On prend un petit raidillon où l'on croise un gros troupeau de moutons, les bergers sont là et les patous tranquilles. Le brouillard finit par se déchirer et on a une belle vue qui se dégage à l'approche de la Pra. Soleil, ciel bleu, l'espoir renaît !
Une dernière traversée de pelouse et me voici au refuge de la Pra. Le premier gros morceau arrive à ce moment: l'ascension de la Croix de Belledonne. Hélas, les bénévoles douchent vite notre enthousiasme: on n'y montera pas, trop de brouillard, peur que des gens se perdent, météo mauvaise annoncée pour la nuit. Vu ce qu'on a eu jusque-là, je comprends la décision. Je pense aussi que l'organisation essaye de faire gagner du temps à tout le monde pour que la plupart des gens soient sortis du "Belledonne sauvage" (c'est à dire arrivés aux 7 Laux) avant la nuit qui pourrait être problématique en cas de mauvaise visibilité.
D'ailleurs le beau temps qui avait fait une apparition est vite menacé par des bancs de nuages qui remontent les vallons. Il fait plutôt frais au ravito et j'essaye de ne pas trop traîner, de trouver le bon équilibre entre petit repos, manger suffisamment, et ne pas prendre froid.
10 minutes de pause à La Pra, puis je repars dans les nuages.
On commence par monter pour rejoindre les lacs du Doménon. Une fois encore, les nuages se déchirent, soleil et ciel bleu sont là. On monte en direction du col de Freydane et on dit au revoir à la Croix. Un peu de déception bien sûr, surtout que la météo semble aller vers le bon.
Photo Matthieu Rieux - pour montrer qu'on a eu du soleil quand même vers Freydane
Pour les plus lents, la décision semble quand même avoir été bonne, et en ce qui me concerne, une fois arrivé au bout de l'aventure, cette coupe de parcours aura permis d'économiser quelques forces. Peut-être aussi qu'inconsciemment, cet allègement de parcours nous font tous aller un peu plus vite. Derrière le col de Freydane, on bascule à nouveau franchement dans les nuages. De la descente vers Jean Collet, je me rappelle surtout de beaucoup d'humidité, de sentiers glissants, et pas trop de paysages. Je crois que c'est sur cette section que je rattrape M_Baton puis campdedroles, très reconnaissable avec sa banane en guise de tout bagage. Avec l'humidité, le froid revient. On ne devine Jean Collet vraiment qu'au dernier moment, englué dans la brume. Je passe la veste mais on a quand même vite fait de se refroidir. Mon roadbook indique deux longues sections à venir jusqu'au Pleynet avec un ravitaillement léger au Habert d'Aiguebelle, je dois donc y faire une bonne pause, bien m'alimenter et repartir avec de quoi manger. Sauf qu'avec le froid, impossible de trop traîner. Je bois une soupe chaude, m'assois un peu, vide les petits cailloux de mes chaussures, mange, et après 12 minutes de pause à Jean Collet, je repars avant d'être frigorifié. Je suis globalement bien à tous les niveaux, pas de douleurs, fatigue normale.
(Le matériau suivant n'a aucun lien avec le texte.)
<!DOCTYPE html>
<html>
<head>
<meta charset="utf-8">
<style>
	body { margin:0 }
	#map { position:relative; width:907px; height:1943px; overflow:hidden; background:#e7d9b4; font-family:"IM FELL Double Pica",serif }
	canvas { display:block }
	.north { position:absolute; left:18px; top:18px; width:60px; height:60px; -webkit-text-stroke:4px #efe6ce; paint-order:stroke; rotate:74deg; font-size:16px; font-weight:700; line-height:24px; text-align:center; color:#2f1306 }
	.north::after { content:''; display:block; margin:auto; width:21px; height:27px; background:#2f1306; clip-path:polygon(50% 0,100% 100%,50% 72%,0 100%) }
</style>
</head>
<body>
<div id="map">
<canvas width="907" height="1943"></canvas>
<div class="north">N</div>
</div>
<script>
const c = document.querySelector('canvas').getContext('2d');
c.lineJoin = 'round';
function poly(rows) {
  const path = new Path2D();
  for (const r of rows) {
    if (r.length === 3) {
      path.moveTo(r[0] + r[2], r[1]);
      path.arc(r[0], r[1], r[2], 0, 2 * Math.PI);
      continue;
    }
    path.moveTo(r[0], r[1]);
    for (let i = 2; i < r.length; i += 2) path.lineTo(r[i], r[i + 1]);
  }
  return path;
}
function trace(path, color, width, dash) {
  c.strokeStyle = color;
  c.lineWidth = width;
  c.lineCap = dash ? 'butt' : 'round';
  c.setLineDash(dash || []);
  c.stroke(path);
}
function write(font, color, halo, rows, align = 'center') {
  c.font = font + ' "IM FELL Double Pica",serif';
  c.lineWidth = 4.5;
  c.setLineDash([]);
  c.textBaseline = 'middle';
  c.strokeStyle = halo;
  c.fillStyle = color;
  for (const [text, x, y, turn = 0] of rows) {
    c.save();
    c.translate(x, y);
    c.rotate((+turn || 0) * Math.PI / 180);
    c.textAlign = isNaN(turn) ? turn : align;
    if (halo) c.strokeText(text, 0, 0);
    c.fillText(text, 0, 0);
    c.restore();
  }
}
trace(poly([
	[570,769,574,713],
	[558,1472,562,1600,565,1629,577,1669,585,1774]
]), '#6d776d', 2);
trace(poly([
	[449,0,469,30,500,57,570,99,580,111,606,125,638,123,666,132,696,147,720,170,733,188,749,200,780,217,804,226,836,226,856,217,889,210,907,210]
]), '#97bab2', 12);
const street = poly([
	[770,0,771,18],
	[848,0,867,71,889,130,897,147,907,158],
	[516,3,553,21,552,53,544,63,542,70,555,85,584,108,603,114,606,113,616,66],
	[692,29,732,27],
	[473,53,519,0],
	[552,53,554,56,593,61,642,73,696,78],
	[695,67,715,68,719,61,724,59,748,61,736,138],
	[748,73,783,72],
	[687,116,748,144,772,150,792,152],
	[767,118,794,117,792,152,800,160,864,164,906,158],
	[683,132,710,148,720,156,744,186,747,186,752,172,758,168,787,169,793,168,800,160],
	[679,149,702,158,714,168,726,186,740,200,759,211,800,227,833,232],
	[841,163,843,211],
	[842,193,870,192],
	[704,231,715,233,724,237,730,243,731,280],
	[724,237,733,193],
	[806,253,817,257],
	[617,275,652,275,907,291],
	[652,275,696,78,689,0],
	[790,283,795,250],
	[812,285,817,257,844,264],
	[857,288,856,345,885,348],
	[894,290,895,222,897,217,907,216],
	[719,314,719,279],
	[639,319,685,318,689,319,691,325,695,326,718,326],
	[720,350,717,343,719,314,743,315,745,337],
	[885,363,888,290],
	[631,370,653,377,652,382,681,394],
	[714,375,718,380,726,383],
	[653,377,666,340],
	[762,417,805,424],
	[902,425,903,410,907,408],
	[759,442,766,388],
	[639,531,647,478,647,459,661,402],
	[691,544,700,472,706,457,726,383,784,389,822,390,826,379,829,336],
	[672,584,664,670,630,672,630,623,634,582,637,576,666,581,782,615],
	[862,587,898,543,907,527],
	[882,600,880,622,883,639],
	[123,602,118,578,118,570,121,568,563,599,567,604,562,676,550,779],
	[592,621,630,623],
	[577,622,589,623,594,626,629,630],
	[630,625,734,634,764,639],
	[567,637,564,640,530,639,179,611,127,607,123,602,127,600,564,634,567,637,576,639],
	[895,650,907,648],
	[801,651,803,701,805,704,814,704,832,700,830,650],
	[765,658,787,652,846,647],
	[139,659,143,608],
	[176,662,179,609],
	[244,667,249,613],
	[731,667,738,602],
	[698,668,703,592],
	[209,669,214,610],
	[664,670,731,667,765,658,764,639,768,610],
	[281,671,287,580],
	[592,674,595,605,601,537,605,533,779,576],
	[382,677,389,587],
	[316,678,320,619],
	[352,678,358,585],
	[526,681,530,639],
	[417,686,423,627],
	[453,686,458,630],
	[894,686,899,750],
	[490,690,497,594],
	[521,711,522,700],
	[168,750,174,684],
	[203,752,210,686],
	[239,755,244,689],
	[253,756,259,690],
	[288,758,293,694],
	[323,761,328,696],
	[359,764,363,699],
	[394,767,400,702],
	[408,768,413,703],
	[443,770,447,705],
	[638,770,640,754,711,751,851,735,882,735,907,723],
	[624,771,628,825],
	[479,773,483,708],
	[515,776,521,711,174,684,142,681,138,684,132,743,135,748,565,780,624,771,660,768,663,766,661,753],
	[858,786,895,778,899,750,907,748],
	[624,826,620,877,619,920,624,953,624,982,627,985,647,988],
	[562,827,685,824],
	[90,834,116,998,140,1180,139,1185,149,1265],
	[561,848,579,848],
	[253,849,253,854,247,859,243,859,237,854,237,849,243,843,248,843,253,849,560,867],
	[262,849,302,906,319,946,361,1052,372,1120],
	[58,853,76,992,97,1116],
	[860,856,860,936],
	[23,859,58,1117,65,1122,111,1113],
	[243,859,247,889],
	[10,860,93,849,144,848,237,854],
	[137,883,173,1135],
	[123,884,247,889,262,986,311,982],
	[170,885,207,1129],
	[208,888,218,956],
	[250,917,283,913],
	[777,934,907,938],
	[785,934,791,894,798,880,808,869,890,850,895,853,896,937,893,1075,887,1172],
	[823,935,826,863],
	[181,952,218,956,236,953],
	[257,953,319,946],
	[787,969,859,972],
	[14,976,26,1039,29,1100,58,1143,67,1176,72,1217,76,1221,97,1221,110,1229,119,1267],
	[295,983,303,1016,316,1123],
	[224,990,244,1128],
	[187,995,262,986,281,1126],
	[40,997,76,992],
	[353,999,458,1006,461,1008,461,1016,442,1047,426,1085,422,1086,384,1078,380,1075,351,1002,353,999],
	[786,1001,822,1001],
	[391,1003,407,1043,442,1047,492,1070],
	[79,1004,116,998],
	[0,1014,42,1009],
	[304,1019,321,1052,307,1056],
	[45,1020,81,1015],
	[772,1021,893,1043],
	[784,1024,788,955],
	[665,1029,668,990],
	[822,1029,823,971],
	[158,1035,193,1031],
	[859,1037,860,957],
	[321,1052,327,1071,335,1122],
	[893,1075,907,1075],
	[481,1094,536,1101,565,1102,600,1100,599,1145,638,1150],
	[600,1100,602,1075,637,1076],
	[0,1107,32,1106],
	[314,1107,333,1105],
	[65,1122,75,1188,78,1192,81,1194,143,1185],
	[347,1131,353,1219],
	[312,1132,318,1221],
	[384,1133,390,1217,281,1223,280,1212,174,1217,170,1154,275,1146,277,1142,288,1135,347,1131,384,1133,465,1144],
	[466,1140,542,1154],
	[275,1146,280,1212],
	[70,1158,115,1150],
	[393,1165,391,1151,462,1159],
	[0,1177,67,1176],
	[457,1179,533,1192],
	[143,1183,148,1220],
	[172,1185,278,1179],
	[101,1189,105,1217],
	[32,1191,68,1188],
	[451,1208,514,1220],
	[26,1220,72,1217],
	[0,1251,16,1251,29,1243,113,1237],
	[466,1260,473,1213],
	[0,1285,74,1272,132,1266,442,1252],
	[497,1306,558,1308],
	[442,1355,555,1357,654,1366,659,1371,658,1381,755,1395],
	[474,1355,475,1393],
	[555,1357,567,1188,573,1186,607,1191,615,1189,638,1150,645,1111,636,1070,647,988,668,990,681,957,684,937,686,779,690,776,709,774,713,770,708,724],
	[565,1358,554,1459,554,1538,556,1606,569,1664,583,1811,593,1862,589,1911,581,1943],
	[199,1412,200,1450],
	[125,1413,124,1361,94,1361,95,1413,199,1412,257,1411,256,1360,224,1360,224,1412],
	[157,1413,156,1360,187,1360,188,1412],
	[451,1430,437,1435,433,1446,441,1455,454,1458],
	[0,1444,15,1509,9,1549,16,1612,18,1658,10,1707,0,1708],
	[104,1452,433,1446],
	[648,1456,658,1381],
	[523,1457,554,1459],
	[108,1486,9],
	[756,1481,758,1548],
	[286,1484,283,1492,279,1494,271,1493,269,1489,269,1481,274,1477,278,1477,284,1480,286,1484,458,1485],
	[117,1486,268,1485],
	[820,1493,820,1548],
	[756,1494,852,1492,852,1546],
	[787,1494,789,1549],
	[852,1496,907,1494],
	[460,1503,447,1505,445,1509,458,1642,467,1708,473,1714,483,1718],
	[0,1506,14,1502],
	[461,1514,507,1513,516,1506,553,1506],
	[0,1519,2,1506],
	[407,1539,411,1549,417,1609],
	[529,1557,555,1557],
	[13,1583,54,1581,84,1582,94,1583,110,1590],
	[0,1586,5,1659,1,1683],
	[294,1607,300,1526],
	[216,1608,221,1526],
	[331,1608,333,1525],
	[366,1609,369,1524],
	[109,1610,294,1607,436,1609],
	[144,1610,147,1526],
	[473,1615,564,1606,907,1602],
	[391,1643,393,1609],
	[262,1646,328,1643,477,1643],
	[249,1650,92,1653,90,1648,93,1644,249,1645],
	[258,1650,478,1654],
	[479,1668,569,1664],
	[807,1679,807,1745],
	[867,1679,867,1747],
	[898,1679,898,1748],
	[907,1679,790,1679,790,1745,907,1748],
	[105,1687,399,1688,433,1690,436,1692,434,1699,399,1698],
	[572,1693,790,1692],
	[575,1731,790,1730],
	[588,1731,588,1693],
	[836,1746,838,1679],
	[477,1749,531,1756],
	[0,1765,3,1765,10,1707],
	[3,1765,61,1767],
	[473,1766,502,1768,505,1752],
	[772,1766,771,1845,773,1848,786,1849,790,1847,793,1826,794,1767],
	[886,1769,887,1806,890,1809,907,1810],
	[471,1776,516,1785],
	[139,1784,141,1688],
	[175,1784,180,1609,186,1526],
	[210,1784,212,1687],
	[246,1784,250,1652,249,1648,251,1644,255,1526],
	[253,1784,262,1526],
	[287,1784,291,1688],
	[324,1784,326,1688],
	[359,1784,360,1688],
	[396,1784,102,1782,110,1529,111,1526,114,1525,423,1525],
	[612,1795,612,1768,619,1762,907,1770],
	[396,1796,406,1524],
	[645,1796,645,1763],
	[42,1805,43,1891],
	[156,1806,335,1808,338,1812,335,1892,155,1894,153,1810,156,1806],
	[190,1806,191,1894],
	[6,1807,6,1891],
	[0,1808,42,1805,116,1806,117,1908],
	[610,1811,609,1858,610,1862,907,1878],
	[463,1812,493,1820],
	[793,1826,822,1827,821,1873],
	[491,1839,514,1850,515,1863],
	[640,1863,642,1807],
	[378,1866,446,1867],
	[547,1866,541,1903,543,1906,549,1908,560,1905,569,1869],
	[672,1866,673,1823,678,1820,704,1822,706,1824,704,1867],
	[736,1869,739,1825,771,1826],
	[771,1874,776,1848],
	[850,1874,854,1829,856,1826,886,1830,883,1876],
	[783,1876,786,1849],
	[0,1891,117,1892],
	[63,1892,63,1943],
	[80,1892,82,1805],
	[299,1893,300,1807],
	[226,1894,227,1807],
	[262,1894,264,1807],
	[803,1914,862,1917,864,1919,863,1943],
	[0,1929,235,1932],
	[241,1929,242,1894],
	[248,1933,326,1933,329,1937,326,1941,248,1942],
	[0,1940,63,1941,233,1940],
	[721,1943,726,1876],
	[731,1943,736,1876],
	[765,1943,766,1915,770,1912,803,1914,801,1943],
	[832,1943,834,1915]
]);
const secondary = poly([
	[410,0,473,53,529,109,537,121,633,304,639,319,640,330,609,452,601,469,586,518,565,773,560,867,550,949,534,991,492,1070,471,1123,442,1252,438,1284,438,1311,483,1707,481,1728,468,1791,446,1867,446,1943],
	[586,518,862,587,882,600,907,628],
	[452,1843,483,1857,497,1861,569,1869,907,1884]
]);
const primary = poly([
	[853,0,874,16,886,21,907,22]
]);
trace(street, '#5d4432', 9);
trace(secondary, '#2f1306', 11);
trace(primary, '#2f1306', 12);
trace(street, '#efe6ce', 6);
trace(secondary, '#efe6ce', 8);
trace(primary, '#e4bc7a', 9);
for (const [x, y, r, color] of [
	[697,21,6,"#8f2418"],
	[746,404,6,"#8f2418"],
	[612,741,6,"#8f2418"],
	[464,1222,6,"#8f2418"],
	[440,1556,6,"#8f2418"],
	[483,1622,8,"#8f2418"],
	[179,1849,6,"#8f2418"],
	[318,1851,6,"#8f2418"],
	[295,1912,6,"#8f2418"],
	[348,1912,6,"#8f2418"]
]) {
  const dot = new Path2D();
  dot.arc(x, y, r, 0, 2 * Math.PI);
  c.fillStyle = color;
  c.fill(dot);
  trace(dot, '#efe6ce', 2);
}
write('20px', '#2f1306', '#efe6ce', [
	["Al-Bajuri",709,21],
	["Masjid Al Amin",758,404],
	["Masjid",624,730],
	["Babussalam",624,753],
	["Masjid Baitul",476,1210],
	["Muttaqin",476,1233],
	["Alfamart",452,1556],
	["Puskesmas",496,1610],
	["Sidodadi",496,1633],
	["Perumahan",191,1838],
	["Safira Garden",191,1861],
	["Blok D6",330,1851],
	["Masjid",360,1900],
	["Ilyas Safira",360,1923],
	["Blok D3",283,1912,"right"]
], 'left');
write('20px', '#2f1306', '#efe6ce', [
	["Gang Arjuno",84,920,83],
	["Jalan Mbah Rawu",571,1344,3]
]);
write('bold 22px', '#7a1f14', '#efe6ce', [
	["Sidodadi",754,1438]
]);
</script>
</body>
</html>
On entame directement dans les cailloux pour la montée au col de la Mine de Fer. C'est moins horrible que ce à quoi je m'attendais. On monte dans les cailloux et la brume et hop, le col est là. J'imagine qu'il y a quand même un petit avantage à ne pas voir où l'on va, c'est qu'on se fait moins démoraliser par la vue de ce qui arriveLe passage ensuite à la roche Fendue me paraît presque dans la continuité, au point que lorsque j'arrive à celui-ci, je vérifie le nom sur la balise, pensant être passé précédemment à un petit collet et me trouver seulement maintenant à la Mine de Fer. Mais non, c'est bien Roche Fendue. Cette impression est due à la quasi absence de descente après la Mine de Fer. S'ensuite une descente un peu technique au début puis plus facile ensuite, avec un long flanc à tirer sur la gauche jusqu'au Pas de La Coche, enchaînant quelques descentes et remontées. La vue se débouche un peu, par contre je ne reconnais aucun paysage. Il y a un lac artificiel dans une vallée en face. Ce doit être vers l'Oisans, et en tout cas il a l'air de faire meilleur là-bas. L'arrivée au col est franchement froide, ventée et humide.
A 14h58 je reçois un SMS de Clémence qui m'informe qu’Aigleton et Moretan sont annulés également.
Et effectivement, quand on entame la descente vers le Habert d'Aiguebelle on commence à croiser des coureurs sur le chemin. Flûte alors, on est en train de me priver de tous mes cailloux !
C'est sur ce chemin que je croise Grant, qui doit donc avoir au bas mot 1h d'avance. Il a la mauvaise tête, et m'explique qu'il a mal à la gorge et du mal à respirer. Puis il me lance un grand "But you guy look really great ! Go on man", et on se quitte comme ça. Le brouillard reste au col et on retrouve une assez bonne visibilité. Cette section où l'on croise les autres coureurs est finalement plutôt sympa (en tout cas dans la descente) car on peut tous s'encourager, croiser quelques copains...
J'arrive au Habert et un bénévole me confirme qu'on ne fera ni Aigleton ni Moretan. Il est prévu de la neige pour la nuit, et des bouquetins auraient bouffé le balisage !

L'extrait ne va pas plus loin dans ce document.